From 1992 to 2003 he was Music Director at Malverne Community Presbyterian Church and from 1995 to 2001 at North Shore Synagogue in Syosset. Having worked at many other churches and synagogues, in February 2014 he became organist, choir director and composer-in-residence of Christ Church Lutheran in Rosedale, New York. In August 2014 he became High Holidays organist and choir director of the Metropolitan Synagogue in Manhattan. In October 2021 he became organist, choir director and composer-in-residence of Grace Episcopal Church in Massapequa, New York.
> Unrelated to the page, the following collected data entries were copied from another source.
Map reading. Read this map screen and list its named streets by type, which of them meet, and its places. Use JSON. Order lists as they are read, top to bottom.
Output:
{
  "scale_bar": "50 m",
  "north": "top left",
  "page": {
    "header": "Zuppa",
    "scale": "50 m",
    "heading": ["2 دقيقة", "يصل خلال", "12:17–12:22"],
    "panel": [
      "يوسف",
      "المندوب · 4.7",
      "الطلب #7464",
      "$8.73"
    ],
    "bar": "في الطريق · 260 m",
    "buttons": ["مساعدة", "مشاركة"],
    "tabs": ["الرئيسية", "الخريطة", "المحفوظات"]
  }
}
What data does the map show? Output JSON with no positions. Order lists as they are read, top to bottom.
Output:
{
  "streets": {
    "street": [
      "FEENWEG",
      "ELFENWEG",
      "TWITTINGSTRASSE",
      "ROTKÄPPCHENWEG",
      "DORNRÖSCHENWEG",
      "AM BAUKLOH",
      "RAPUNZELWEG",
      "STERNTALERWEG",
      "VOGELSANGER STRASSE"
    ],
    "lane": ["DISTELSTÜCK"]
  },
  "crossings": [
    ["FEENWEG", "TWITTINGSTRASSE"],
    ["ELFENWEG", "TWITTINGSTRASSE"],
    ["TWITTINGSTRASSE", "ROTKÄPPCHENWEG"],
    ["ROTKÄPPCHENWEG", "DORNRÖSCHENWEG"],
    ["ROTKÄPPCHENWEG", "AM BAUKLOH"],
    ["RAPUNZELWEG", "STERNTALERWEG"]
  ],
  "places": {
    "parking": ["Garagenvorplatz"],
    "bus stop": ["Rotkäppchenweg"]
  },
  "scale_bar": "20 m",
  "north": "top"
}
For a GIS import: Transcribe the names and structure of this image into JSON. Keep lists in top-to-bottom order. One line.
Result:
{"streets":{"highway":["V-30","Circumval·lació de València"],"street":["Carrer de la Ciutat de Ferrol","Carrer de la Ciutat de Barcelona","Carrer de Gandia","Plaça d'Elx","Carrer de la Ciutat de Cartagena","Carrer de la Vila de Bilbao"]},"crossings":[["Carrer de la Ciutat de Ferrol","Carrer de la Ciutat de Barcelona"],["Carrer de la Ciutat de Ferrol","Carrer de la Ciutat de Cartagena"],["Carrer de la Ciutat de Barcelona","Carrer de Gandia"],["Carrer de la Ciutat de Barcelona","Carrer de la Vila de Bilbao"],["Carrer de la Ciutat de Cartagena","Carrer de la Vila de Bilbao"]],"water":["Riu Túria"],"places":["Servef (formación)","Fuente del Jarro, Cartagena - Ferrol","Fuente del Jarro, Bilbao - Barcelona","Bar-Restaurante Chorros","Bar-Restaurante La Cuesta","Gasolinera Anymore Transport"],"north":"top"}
Videos of preludes, postludes,

and anthems he played and conducted there may be found here: https://www.youtube.com/playlist?list=PLmhHI8m9j-Xv39n2TOboU-4MCoe7e8Xbi.

May 1-Aug. 31, 2022 he was Minister of Music at Grace Lutheran Church Malverne.

In the fall of 2022 he began playing masses at St. Barnabas' Roman Catholic Church in Bellmore.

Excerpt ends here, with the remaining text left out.